On 30Aug2016 0806, Victor Stinner wrote:
2016-08-30 16:31 GMT+02:00 Steve Dower <steve.dower@python.org>:
It's the random user on Windows who installed their library that has the problem. They don't know the fix, and may not know how to apply it (e.g. if it's their Jupyter notebook that won't find one of their files - no obvious command line options here).
There is already a DeprecationWarning. Sadly, it's hidden by default: you need a debug build of Python or more simply to pass -Wd command line option.
It also only appears on Windows, so developers who do the right thing on POSIX never find out about it. Your average user isn't going to see it - they'll just see the OSError when their file is not found due to the lossy encoding.
Maybe we should make this warning (Deprecation warning on bytes paths) visible by default, or add a new warning suggesting to enable -X utf8 the first time a Python function gets a byte string (like a filename)?
The more important thing in my opinion is to make it visible on all platforms, regardless of whether bytes paths are suitable or not. But this will probably be seen as hostile by the majority of open-source Python developers, which is why I'd rather just quietly fix the incompatibility.
Any system that requires communication between two different versions of Python must have install instructions (if it's public) or someone who maintains it. It won't magically break without an upgrade, and it should not get an upgrade without testing. The environment variable is available for this kind of scenario, though I'd hope the testing occurs during beta and it gets fixed by the time we release.
I disagree that breaking backward compatibility is worth it. Most users don't care of Unicode since their application already "just works well" for their use case.

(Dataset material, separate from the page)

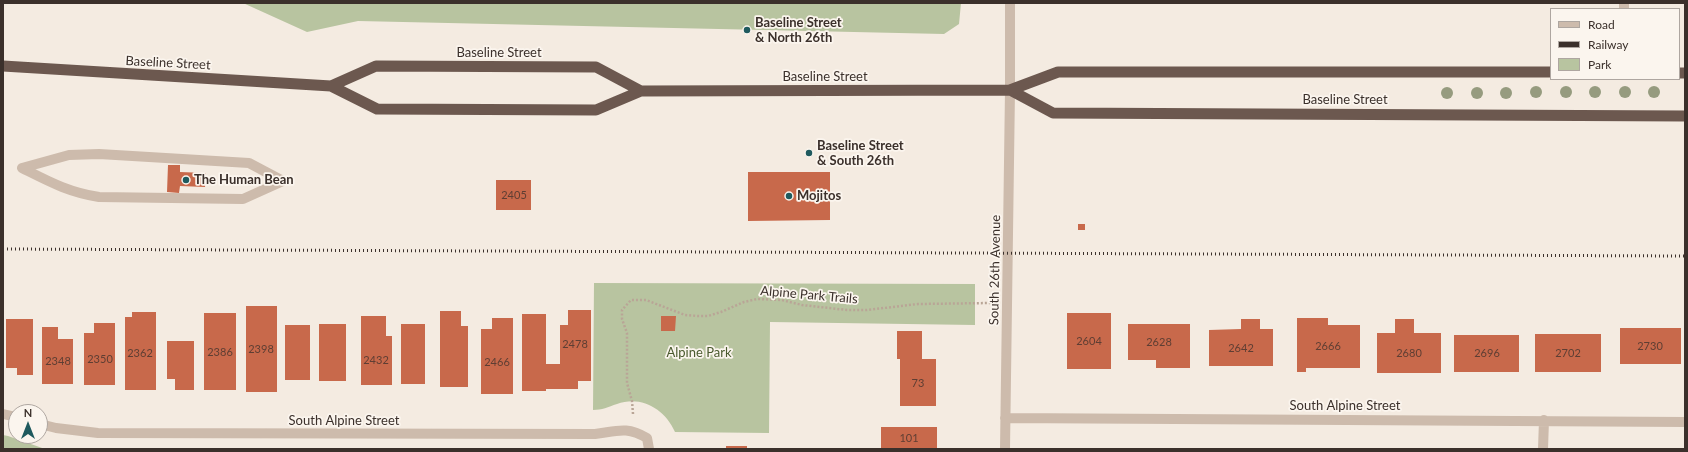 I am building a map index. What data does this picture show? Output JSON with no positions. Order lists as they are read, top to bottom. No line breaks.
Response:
{"streets":{"highway":["Baseline Street"],"street":["South 26th Avenue","South Alpine Street"],"path":["Alpine Park Trails"]},"crossings":[["Baseline Street","South 26th Avenue"],["South 26th Avenue","Alpine Park Trails"],["South 26th Avenue","South Alpine Street"],["Alpine Park Trails","South Alpine Street"]],"parks":["Alpine Park"],"places":["Baseline Street & North 26th","Baseline Street & South 26th","The Human Bean","Mojitos"],"house_numbers":["2405","2604","2628","2478","2666","2730","2642","2398","2386","2362","2680","2696","2702","2350","2432","2348","2466","73","101"],"legend":["Road","Railway","Park"],"north":"top"}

Again, the problem is libraries (code written by someone else that you want to reuse), not applications (code written by you to solve your business problem in your environment). Code that assumes the default encodings are sufficient is already broken in the general case, and libraries nearly always need to cover the general case while applications do not. The stdlib needs to cover the general case, which is why I keep using open(os.listdir(b'.')[-1]) as an example of something that should never fail because of encoding issues. In theory, we should encourage library developers to support Windows properly by using str for paths, probably by disabling bytes paths everywhere. Alternatively, we make it so that bytes paths work fine everywhere and stop telling people that their code is wrong for a platform they're already not hugely concerned about.
Having to set an env var to "repair" their app to be able to upgrade Python is not really convenient.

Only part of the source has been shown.